Now then, I might be wrong, here. But I think that the best analysis of the nature of the society that we live in is one produced by a bearded motherf*cker from the 1800s. Charlie Marx. Great thinker. Flawed, certainly, and I wouldn't have wanted to be his wife or his girlfriend. But still a great thinker. He had a lot to say about the society that produces us. What it comes down to - to save you the trouble of reading Das Kapital - is that capitalism reduces everything to a unit that can be bought and sold. As an economic system it commodifies everything, or tries to.

So, blaming individuals is just silly and unhistorical.

Mind you, I don't mind your insults. I'd just prefer you made arguments instead.

 Chambers 07 Oct 2013
In reply to off-duty: I don't think that you, my friend, are any better at arbitrating what is relevant and what is not than I am. And I'm no expert.
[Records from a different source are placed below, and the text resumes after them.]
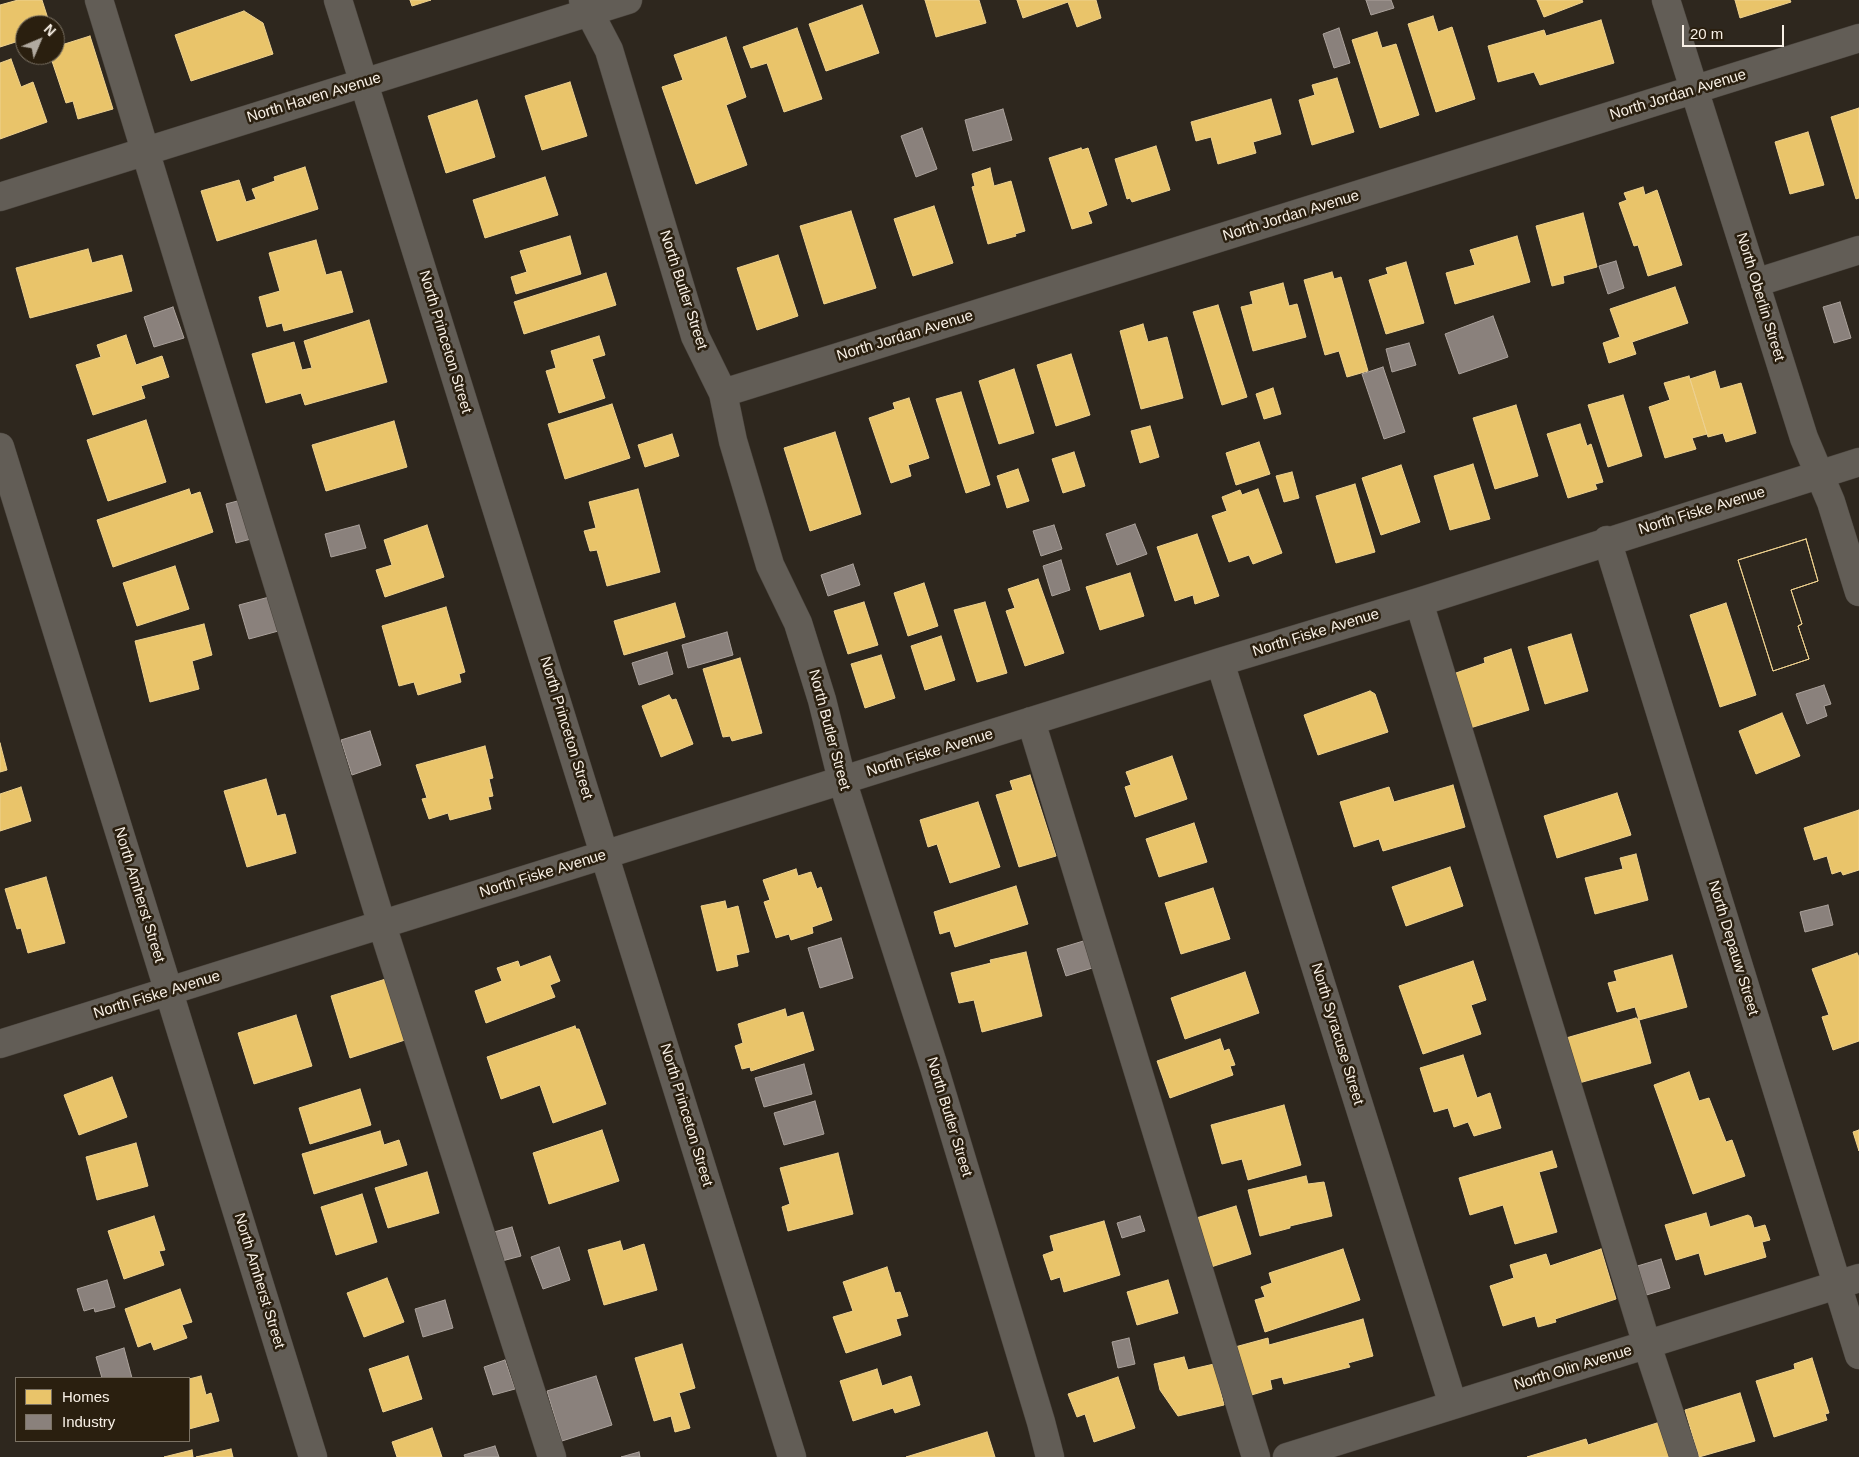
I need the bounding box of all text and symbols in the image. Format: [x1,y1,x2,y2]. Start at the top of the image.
north arrow [15,15,65,65]
scale bar [1684,15,1786,47]
text: N [41,21,59,39]
text: 20 m [1690,25,1723,42]
street label: North Jordan Avenue [1608,66,1748,124]
street label: North Haven Avenue [245,69,383,127]
street label: North Jordan Avenue [1221,187,1361,245]
street label: North Butler Street [655,228,711,352]
street label: North Oberlin Street [1732,231,1788,363]
street label: North Princeton Street [415,268,475,416]
street label: North Jordan Avenue [835,307,975,365]
street label: North Fiske Avenue [1637,483,1767,539]
street label: North Fiske Avenue [1251,605,1381,661]
street label: North Princeton Street [536,654,596,802]
street label: North Butler Street [804,668,854,792]
street label: North Fiske Avenue [865,725,995,781]
street label: North Amherst Street [110,825,168,965]
street label: North Fiske Avenue [478,846,608,902]
street label: North Depauw Street [1704,878,1762,1018]
street label: North Syracuse Street [1307,961,1367,1107]
street label: North Fiske Avenue [92,967,222,1023]
street label: North Princeton Street [656,1041,716,1189]
street label: North Butler Street [922,1055,976,1179]
street label: North Amherst Street [230,1211,288,1351]
street label: North Olin Avenue [1512,1342,1634,1394]
legend [15,1377,190,1442]
text: Homes [62,1388,110,1405]
text: Industry [62,1413,115,1430]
Look, this hand-wringing stuff is beneath us. We need to look for causes. How many children do you want to die? Last time I looked at the statistics it was the equivalent of a jumbo jet full of kids crashing into a mountain every three minutes. Every three minutes. Is that acceptable to you? Or do you just get upset about kids needlessly dying when it makes the papers in Britain?
 off-duty 07 Oct 2013
In reply to Chambers:
> (In reply to off-duty) I don't think that you, my friend, are any better at arbitrating what is relevant and what is not than I am. And I'm no expert.
>
> Look, this hand-wringing stuff is beneath us. We need to look for causes. How many children do you want to die? Last time I looked at the statistics it was the equivalent of a jumbo jet full of kids crashing into a mountain every three minutes. Every three minutes. Is that acceptable to you? Or do you just get upset about kids needlessly dying when it makes the papers in Britain?

If that's your apology for coming on a thread about the death of a 4 year old child and clumsily and entirely irrelevantly trying to turn it into part of your personal crusade for socialism, then apology very much not accepted.
 Timmd 07 Oct 2013
In reply to Enty:
> (In reply to Chambers)
> [...]
>
> The problem is, the more people we have with this fluffy attitude the more the problem is perpetuated.
> When you have people with this attitude working in prisons, as probabtion officers and even judges you end up with a sway towards the crim over the victim.
> So a burglar whith 97 offences who had a shitty childhood gets three months prison instead of three years in prison. In the mean time more people get burgled (like I did last year) just because people like Rob feel sorry for the criminals who have had a bad upringing.
>
>
> E

Wanting to change society so that less people get a raw deal from the outset, doesn't make one fluffy though, or believe in lighter sentences. The number of people in prison with the reading age below that of an adult is ment to be pretty high.

It's a pragmatic thing as much as something fluffy, to want less people to have bad upbringings, or to be disadvantaged while growing up. I was a kid and discovered we'd been burgled for the first time when I got home from school, and it was horrible.

 Chambers 07 Oct 2013
In reply to off-duty:
> (In reply to Chambers)
> [...]
>
> If that's your apology for coming on a thread about the death of a 4 year old child and clumsily and entirely irrelevantly trying to turn it into part of your personal crusade for socialism, then apology very much not accepted.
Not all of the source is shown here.